ENERGY FEEDBACK FROM X-RAY BINARIES IN THE EARLY UNIVERSE

X-ray photons, because of their long mean-free paths, can easily escape the galactic environments where they are produced, and interact at long distances with the intergalactic medium, potentially having a significant contribution to the heating and reionization of the early universe. The two most important sources of X-ray photons in the universe are active galactic nuclei (AGNs) and X-ray binaries (XRBs). In this Letter we use results from detailed, large scale population synthesis simulations to study the energy feedback of XRBs, from the first galaxies (z similar to 20) until today.

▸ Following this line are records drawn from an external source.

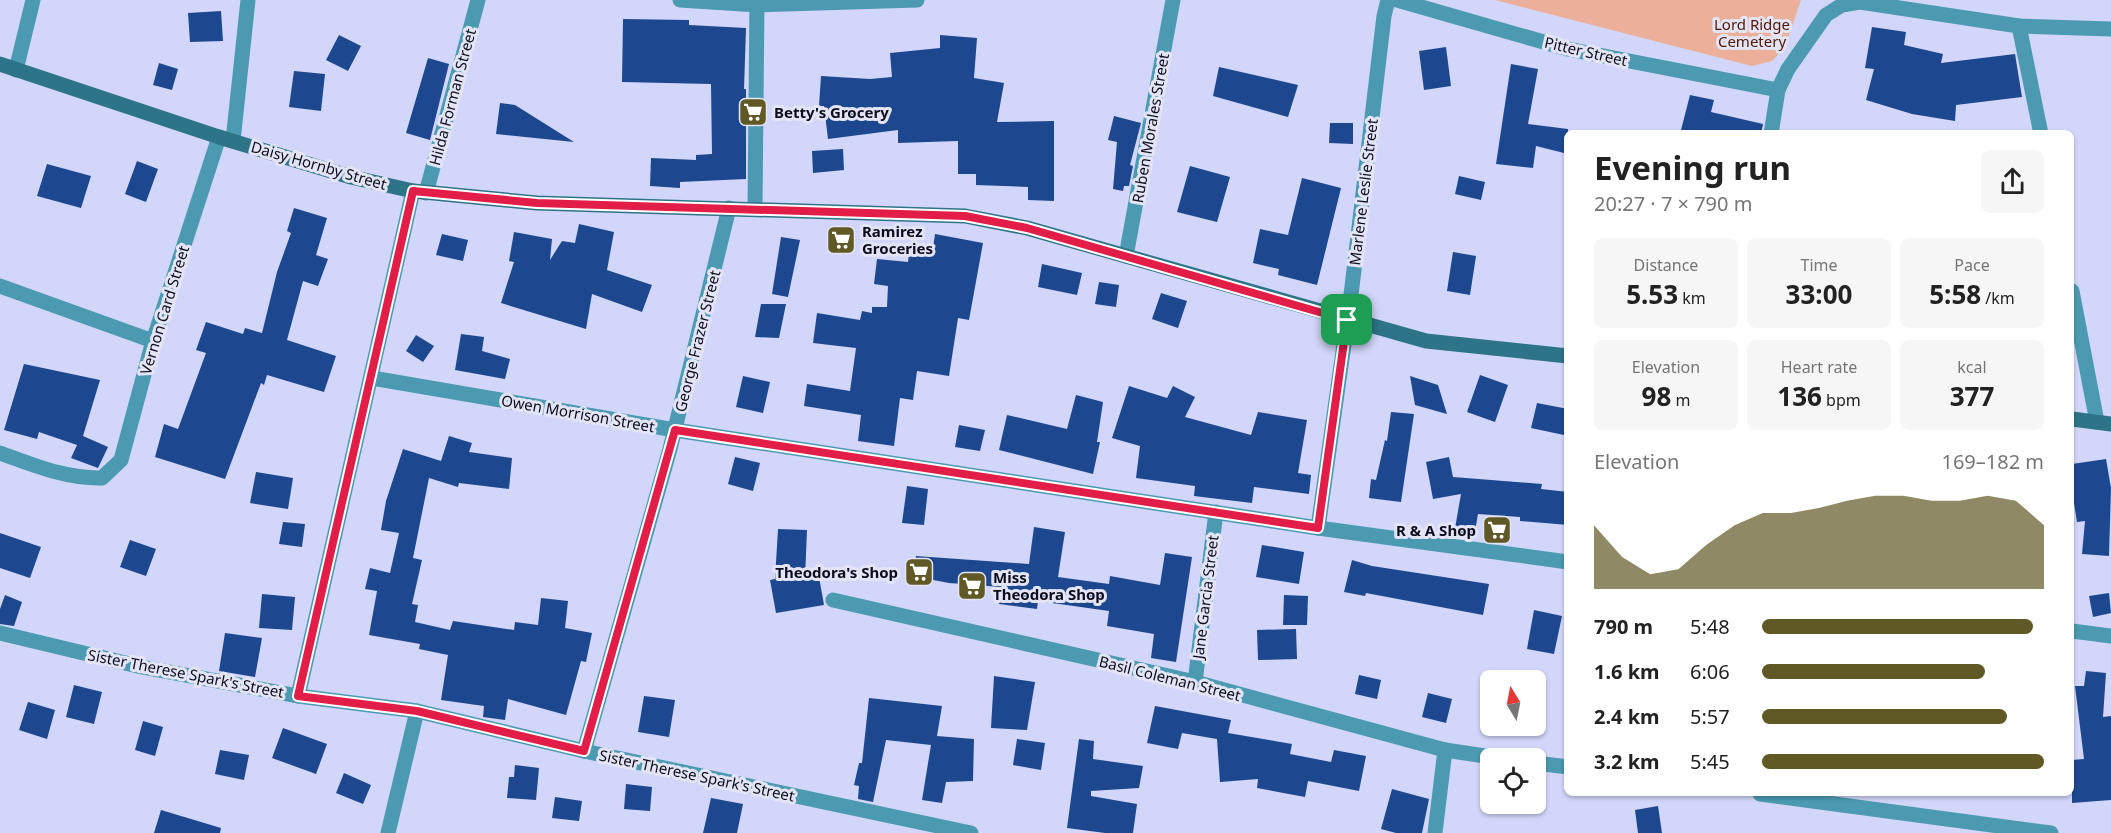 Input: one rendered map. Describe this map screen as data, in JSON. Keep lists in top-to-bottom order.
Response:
{
  "streets": {
    "street": [
      "Pitter Street",
      "Hilda Forman Street",
      "Ruben Morales Street",
      "Daisy Hornby Street",
      "Marlene Leslie Street",
      "Vernon Card Street",
      "George Frazer Street",
      "Owen Morrison Street",
      "Jane Garcia Street",
      "Sister Therese Spark's Street",
      "Basil Coleman Street"
    ]
  },
  "crossings": [
    ["Hilda Forman Street", "Daisy Hornby Street"],
    ["Hilda Forman Street", "Owen Morrison Street"],
    ["Hilda Forman Street", "Sister Therese Spark's Street"],
    ["Ruben Morales Street", "Daisy Hornby Street"],
    ["Daisy Hornby Street", "Marlene Leslie Street"],
    ["Daisy Hornby Street", "Vernon Card Street"],
    ["Daisy Hornby Street", "George Frazer Street"],
    ["Marlene Leslie Street", "Owen Morrison Street"],
    ["George Frazer Street", "Owen Morrison Street"],
    ["George Frazer Street", "Sister Therese Spark's Street"],
    ["Owen Morrison Street", "Jane Garcia Street"],
    ["Jane Garcia Street", "Basil Coleman Street"]
  ],
  "parks": ["Lord Ridge Cemetery"],
  "places": {
    "supermarket": [
      "Betty's Grocery",
      "Ramirez Groceries",
      "R & A Shop",
      "Theodora's Shop",
      "Miss Theodora Shop"
    ]
  },
  "north": "top",
  "page": {
    "heading": ["Evening run", "20:27 · 7 × 790 m"],
    "stats": [
      ["Distance", "5.53 km"],
      ["Time", "33:00"],
      ["Pace", "5:58 /km"],
      ["Elevation", "98 m"],
      ["Heart rate", "136 bpm"],
      ["kcal", "377"]
    ],
    "chart": ["Elevation", "169–182 m"],
    "list": [
      {
        "name": "790 m",
        "note": "5:48"
      },
      {
        "name": "1.6 km",
        "note": "6:06"
      },
      {
        "name": "2.4 km",
        "note": "5:57"
      },
      {
        "name": "3.2 km",
        "note": "5:45"
      }
    ]
  }
}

We estimate that X-ray emission from XRBs dominates over AGN at z greater than or similar to 6-8. The shape of the spectral energy distribution of the emission from XRBs shows little change with redshift, in contrast to its normalization which evolves by similar to 4 orders ofmagnitude, primarily due to the evolution of the cosmic star-formation rate. However, the metallicity and the mean stellar age of a given XRB population affect significantly its X-ray output. Specifically, the X-ray luminosity from high-mass XRBs per unit of star-formation rate varies an order of magnitude going from solar metallicity to less than 10% solar, and the X-ray luminosity from low-mass XRBs per unit of stellar mass peaks at an age of similar to 300 Myr and then decreases gradually at later times, showing little variation for mean stellar ages greater than or similar to 3 Gyr. Finally, we provide analytical and tabulated prescriptions for the energy output of XRBs, that can be directly incorporated in cosmological simulations.